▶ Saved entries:
━━━━━━━━━━
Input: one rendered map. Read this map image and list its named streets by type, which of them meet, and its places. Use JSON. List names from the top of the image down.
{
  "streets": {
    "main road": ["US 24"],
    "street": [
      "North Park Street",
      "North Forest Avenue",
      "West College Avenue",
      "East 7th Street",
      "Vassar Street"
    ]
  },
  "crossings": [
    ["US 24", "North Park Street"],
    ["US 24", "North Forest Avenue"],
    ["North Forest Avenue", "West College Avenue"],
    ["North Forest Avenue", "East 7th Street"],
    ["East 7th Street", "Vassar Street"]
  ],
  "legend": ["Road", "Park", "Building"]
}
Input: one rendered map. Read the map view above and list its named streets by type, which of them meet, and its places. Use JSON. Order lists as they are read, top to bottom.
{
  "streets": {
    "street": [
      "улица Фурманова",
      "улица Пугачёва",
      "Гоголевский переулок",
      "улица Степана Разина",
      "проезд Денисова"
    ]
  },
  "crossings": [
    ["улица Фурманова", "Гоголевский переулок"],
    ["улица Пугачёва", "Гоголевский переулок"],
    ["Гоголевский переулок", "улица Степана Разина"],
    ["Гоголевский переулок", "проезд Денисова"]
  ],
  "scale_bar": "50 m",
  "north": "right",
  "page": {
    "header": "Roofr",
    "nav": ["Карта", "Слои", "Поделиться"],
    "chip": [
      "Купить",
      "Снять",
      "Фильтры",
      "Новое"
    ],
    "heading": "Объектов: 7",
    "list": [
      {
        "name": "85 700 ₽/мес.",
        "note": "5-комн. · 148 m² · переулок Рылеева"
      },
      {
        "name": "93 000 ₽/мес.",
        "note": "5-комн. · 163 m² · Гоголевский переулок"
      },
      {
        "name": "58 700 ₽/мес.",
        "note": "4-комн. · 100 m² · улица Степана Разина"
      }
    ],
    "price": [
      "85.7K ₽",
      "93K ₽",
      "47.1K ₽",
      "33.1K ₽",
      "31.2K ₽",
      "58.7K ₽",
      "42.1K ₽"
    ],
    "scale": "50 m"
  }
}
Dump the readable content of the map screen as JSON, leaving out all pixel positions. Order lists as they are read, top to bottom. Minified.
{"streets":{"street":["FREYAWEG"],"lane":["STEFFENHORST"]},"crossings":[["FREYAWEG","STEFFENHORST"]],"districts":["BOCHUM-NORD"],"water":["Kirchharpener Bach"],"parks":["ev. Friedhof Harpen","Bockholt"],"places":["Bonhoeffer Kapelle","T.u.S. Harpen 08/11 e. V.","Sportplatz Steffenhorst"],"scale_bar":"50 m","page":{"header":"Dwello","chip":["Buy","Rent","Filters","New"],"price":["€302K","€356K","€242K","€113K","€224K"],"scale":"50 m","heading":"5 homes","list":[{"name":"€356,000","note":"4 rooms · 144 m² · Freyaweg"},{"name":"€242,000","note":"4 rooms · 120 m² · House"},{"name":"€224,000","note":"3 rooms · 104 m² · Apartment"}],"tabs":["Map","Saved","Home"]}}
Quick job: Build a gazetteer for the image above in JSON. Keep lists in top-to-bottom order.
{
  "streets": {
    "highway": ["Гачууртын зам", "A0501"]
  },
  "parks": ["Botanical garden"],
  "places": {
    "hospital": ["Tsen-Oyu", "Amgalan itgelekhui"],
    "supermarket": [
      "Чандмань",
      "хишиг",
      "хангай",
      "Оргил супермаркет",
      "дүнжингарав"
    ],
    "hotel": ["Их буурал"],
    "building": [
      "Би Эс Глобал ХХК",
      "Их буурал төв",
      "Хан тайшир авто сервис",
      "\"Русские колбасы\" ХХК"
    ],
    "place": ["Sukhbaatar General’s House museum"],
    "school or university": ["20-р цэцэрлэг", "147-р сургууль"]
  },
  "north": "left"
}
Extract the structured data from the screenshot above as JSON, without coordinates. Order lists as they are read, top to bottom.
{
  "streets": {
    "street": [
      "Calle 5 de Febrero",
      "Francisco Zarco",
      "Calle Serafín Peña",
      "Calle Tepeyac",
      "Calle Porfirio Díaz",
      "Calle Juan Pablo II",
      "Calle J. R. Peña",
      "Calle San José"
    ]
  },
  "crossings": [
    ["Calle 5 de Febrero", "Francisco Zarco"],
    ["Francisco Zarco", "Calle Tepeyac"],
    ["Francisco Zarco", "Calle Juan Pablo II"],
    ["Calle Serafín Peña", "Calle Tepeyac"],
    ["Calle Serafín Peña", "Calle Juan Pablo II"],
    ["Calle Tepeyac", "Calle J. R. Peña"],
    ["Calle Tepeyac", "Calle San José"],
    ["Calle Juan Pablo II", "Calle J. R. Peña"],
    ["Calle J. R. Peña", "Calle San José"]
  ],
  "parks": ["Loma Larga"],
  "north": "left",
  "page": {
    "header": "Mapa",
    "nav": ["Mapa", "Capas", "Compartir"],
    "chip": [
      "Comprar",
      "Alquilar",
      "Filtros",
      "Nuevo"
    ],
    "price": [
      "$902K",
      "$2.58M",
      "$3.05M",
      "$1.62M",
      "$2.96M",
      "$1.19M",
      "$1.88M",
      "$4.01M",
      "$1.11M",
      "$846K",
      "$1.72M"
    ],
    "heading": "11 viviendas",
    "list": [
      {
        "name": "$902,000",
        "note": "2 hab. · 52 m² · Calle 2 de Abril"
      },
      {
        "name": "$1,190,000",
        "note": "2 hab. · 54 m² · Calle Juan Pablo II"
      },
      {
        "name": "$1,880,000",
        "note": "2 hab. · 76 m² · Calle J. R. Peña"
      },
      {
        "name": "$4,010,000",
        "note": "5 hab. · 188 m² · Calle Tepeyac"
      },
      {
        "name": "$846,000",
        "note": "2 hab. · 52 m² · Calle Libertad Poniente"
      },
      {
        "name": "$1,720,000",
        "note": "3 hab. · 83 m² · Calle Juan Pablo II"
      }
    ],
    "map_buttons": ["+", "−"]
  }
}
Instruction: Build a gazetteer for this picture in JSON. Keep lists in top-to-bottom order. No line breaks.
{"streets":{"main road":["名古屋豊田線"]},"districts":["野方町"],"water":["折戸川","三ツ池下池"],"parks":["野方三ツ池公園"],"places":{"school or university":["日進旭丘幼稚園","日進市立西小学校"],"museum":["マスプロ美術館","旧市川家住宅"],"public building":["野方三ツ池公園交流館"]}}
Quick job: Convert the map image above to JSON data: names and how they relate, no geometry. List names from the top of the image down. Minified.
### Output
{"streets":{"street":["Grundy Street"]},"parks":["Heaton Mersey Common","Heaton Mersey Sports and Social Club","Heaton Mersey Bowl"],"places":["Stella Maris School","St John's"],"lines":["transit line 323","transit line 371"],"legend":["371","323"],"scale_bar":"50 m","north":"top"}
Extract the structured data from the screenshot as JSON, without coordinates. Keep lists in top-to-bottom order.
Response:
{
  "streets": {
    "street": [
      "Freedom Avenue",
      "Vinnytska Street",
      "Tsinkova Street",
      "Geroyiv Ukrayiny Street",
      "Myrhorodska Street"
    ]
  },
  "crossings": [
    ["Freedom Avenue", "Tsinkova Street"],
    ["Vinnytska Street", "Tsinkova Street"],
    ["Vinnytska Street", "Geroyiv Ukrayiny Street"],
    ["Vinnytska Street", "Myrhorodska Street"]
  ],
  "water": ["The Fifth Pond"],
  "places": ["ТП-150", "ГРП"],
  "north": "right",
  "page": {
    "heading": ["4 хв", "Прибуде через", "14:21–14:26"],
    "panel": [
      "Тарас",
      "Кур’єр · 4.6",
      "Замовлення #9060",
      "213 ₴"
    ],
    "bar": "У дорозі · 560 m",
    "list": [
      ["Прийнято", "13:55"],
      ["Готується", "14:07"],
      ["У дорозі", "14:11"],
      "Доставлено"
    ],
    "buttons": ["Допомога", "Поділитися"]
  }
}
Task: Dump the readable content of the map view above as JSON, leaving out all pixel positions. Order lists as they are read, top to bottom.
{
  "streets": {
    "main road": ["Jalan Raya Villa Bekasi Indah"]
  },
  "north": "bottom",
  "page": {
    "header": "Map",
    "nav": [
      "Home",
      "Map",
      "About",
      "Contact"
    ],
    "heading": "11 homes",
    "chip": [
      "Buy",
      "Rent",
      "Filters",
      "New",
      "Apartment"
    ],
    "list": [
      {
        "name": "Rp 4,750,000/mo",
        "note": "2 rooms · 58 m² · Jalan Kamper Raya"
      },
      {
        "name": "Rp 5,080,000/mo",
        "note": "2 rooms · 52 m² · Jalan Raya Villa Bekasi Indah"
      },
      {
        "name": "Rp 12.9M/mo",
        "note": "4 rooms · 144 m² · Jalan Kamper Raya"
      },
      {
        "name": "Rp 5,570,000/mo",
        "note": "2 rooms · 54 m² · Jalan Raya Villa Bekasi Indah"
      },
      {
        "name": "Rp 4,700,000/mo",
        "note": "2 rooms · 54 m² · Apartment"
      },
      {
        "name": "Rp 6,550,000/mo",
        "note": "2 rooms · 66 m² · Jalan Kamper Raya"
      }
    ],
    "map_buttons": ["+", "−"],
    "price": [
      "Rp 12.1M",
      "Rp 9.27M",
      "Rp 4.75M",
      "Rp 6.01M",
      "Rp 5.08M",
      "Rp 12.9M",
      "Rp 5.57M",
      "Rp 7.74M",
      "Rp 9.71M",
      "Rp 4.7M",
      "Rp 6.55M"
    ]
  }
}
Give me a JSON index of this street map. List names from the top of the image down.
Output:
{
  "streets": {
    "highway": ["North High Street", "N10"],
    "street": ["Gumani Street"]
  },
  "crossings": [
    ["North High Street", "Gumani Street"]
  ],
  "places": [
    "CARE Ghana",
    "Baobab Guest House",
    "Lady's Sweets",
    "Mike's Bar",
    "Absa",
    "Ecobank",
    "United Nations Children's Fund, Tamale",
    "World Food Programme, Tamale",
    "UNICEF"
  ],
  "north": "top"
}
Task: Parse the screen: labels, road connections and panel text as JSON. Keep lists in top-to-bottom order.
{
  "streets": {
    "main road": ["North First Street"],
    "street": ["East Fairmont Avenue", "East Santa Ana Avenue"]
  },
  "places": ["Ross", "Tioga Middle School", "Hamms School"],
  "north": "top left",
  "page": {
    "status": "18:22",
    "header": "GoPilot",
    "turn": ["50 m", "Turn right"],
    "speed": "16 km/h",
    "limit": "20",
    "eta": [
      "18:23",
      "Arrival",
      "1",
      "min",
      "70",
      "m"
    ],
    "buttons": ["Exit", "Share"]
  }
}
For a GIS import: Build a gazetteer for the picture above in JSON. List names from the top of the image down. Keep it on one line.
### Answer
━━━━━━━━━━
Nothing outside the span should appear: transcribe the lines from the one containing "For a GIS import: Build" through the last line of the records.

For a GIS import: Build a gazetteer for the picture above in JSON. List names from the top of the image down. Keep it on one line.
### Answer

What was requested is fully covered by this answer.